Porquê mudar a edição? Segundo o CNEOM, a decisão de mudar a edição da bibliografia recomendada para a Prova Nacional de Seriação prende-se com uma simples exigência do Código Deontológico:

Artigo 9.º Actualização e preparação científica
O médico deve cuidar da permanente actualização da sua cultura científica e da sua preparação técnica, sendo dever ético fundamental o exercício profissional diligente e tecnicamente adequado às regras da arte médica (leges artis).

Esta aplicação tão literal de uma interpretação deste artigo acarreta consequências gravosas para os actuais estudantes de Medicina que se encontram agora no 6º ano. O estudo para a Prova Nacional de Seriação começa, normalmente, cerca de um ano antes, uma vez que este exame prioriza a capacidade de memorização de factos, ao invés de um raciocínio clínico, altamente valorizado na fase final do curso de Medicina. Desta forma, é necessário um período de tempo considerável para que a consolidação dos conteúdos seja conseguida. Perante este facto, uma alteração tão tardia da bibliografia recomendada é, usando a vulgar expressão, um tiro no pé.

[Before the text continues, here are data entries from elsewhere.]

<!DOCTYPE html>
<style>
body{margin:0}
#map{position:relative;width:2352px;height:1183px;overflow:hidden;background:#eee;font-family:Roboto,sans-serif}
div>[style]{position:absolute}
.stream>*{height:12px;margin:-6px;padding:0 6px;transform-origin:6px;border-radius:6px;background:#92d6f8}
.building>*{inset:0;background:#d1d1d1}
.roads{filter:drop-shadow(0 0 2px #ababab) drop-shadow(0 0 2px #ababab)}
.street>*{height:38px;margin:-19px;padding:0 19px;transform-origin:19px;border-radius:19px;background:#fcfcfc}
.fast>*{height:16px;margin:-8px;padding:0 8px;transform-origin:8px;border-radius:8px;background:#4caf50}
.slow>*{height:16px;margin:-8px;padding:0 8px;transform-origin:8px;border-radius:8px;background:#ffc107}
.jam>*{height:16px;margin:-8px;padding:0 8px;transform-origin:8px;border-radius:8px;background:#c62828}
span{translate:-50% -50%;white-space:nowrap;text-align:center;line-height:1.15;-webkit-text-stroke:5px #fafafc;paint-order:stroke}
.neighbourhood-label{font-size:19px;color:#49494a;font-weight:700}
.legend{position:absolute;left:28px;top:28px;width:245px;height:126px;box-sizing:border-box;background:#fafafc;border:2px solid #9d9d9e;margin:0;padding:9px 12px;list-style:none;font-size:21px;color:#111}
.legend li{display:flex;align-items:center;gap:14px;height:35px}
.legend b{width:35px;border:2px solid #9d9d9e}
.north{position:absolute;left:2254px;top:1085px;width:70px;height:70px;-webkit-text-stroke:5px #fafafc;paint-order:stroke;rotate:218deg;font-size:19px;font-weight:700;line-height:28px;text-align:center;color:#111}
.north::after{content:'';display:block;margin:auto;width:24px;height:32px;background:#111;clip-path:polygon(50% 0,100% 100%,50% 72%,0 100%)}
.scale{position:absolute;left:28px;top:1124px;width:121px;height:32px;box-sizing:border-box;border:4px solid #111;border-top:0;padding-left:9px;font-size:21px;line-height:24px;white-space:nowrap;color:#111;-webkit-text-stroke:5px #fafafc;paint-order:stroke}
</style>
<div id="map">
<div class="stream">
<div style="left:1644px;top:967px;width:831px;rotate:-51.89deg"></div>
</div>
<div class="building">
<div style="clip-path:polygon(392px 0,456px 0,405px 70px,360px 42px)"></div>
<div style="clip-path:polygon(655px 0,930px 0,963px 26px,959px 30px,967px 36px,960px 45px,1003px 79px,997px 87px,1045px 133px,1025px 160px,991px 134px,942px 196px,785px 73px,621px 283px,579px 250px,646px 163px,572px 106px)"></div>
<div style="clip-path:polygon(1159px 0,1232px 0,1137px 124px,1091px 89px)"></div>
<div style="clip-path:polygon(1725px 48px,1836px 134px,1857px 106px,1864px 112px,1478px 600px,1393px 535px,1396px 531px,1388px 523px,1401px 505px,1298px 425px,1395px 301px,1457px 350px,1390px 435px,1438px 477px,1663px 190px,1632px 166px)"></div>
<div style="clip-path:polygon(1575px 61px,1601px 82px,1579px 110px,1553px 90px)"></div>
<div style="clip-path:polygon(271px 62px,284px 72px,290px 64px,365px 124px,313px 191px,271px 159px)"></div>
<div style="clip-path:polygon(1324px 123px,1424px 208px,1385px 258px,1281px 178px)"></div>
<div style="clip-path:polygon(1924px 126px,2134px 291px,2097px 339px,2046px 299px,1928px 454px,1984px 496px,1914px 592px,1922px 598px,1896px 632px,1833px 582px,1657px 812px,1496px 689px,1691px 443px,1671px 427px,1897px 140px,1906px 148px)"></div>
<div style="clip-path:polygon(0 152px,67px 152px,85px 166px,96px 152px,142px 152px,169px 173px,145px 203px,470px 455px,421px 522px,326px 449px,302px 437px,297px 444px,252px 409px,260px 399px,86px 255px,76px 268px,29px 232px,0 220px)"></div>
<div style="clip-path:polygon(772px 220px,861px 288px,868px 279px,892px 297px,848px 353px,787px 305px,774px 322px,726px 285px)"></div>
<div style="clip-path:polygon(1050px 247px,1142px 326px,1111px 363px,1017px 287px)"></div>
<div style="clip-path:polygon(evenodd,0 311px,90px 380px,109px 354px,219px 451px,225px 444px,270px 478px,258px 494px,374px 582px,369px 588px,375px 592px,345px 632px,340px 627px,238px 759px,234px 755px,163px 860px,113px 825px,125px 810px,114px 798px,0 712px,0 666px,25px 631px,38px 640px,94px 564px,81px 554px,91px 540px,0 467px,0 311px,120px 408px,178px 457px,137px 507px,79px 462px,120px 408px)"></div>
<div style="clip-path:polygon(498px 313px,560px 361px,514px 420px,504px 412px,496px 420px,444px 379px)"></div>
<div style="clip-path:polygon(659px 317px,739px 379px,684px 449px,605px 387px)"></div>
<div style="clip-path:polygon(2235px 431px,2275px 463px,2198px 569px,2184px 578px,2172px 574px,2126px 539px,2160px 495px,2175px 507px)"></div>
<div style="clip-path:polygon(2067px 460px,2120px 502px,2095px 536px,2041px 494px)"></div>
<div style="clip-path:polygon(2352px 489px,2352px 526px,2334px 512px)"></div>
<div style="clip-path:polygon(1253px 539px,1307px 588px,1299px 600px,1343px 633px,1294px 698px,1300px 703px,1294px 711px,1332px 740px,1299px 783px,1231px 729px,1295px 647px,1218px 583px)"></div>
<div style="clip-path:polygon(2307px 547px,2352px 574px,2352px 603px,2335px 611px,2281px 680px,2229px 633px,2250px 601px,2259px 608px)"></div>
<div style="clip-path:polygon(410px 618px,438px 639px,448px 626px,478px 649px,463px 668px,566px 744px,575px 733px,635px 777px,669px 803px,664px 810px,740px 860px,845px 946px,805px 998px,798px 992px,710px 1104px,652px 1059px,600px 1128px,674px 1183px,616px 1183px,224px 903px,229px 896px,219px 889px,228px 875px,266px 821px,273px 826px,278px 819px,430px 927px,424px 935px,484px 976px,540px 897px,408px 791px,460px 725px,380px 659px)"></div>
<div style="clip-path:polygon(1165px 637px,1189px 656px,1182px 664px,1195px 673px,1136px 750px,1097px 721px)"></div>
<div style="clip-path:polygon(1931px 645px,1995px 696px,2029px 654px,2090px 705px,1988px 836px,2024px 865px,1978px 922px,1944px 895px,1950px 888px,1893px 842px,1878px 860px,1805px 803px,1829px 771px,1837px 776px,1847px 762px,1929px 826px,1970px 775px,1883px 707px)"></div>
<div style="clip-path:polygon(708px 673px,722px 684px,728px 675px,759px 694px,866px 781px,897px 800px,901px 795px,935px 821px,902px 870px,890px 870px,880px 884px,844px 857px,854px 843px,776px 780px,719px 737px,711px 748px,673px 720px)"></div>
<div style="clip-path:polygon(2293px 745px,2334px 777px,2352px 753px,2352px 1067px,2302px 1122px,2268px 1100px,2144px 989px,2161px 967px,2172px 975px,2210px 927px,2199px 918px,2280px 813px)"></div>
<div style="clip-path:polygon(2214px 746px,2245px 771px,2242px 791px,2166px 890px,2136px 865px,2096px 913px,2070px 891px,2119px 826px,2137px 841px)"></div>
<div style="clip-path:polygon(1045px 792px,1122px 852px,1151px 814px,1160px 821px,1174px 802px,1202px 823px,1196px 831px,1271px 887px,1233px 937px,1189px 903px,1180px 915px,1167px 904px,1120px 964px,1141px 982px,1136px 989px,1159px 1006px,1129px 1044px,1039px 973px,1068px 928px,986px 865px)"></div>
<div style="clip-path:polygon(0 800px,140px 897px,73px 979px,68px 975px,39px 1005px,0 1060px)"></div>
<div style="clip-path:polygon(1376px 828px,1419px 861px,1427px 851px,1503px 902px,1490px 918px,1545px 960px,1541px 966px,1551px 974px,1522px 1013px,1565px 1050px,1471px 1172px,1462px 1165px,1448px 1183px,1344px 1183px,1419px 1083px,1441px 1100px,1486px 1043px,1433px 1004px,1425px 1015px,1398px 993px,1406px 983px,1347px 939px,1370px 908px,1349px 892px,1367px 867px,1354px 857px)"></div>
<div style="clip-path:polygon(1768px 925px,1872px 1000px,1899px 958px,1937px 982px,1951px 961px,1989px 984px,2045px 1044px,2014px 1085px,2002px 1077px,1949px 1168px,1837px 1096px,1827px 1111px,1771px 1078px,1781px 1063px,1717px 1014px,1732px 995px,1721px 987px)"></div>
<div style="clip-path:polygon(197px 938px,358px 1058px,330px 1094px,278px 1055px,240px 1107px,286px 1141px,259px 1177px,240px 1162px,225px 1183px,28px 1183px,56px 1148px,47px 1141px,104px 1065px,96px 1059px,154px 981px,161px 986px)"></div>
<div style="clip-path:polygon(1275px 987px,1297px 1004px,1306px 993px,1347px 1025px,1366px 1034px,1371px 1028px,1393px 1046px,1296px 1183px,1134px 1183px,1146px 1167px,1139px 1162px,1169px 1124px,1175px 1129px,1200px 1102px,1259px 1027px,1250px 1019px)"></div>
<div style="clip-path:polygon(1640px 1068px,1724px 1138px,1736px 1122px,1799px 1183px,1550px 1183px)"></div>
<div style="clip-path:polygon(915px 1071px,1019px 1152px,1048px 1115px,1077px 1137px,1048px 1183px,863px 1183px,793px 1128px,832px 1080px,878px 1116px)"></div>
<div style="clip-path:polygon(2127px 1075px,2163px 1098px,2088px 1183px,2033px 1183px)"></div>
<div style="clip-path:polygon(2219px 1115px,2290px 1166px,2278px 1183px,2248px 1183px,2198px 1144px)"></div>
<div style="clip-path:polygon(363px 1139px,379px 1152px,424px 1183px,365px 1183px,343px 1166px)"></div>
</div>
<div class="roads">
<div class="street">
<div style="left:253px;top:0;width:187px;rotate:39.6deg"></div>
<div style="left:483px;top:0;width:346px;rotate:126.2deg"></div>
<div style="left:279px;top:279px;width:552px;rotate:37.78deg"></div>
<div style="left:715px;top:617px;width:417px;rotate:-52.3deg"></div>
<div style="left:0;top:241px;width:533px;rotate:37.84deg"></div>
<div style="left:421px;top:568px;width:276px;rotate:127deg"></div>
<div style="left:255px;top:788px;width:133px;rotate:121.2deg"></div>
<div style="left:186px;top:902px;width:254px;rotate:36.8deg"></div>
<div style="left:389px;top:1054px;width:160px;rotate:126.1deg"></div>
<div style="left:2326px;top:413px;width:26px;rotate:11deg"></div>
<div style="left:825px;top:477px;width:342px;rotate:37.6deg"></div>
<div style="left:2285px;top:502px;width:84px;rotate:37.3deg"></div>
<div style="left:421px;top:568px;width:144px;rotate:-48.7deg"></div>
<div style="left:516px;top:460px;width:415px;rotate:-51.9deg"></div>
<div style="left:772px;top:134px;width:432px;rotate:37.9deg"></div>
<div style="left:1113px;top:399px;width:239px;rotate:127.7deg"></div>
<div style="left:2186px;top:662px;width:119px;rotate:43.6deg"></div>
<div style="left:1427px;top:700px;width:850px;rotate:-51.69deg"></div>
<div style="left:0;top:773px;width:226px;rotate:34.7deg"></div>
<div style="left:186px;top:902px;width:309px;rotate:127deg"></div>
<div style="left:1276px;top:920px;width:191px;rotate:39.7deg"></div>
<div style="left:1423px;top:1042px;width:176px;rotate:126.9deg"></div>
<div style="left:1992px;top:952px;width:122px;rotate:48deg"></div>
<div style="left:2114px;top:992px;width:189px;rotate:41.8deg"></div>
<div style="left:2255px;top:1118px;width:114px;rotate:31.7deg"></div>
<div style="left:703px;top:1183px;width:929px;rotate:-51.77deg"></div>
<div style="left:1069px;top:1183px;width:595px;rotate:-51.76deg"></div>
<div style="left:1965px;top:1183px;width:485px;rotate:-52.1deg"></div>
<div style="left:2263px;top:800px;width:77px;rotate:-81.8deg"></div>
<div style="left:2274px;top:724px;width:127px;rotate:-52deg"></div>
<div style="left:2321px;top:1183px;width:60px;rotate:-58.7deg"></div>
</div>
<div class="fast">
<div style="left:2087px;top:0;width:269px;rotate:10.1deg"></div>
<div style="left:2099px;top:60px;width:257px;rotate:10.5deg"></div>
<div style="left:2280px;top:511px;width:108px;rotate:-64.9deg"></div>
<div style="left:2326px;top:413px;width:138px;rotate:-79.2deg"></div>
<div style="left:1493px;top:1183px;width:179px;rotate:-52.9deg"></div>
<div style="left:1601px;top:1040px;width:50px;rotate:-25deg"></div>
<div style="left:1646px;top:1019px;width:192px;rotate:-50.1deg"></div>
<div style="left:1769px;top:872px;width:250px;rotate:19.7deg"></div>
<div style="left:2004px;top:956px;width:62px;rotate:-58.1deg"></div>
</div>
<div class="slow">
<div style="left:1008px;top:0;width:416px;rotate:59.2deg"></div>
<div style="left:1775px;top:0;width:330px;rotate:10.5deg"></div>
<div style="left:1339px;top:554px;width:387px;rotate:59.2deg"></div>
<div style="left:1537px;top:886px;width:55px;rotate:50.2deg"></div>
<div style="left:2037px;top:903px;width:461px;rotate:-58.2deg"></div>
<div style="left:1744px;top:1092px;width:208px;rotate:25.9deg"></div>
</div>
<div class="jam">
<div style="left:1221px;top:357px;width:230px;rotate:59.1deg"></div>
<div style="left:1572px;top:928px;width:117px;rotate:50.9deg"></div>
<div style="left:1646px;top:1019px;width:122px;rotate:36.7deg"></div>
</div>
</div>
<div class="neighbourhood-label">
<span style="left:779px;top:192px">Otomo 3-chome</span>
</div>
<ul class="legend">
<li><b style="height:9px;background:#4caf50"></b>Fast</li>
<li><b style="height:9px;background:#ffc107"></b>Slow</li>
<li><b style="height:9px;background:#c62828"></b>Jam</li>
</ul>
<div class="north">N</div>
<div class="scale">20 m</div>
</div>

De tal forma é grande a sua importância para o futuro destes estudantes que a RTP1 entrevistou alguns estudantes de medicina, a Associação Nacional de Estudantes de Medicina e o Presidente da Secção Regional do Norte da Ordem dos Médicos sobre a mudança bibliografia que servirá de base à Prova Nacional de Seriação de 2015. A indignação é unânime: trata-se de uma mudança que transtorna gravemente um estudo iniciado há vários meses. O CNEOM, representado pelo Presidente da Secção Regional do Norte da Ordem dos Médicos, embora admita e confirme que a nova edição do Harrison não se encontre disponível em Portugal ou em português, reitera que

(…) a decisão que a Ordem dos Médicos tomou relativamente à última edição era a única decisão que a Ordem dos Médicos podia tomar.

Fica por saber, entretanto, a opinião do Júri de Prova, responsável pela elaboração da Prova e pelos assuntos com ela relacionados, bem como a confirmação oficial da parte da ACSS.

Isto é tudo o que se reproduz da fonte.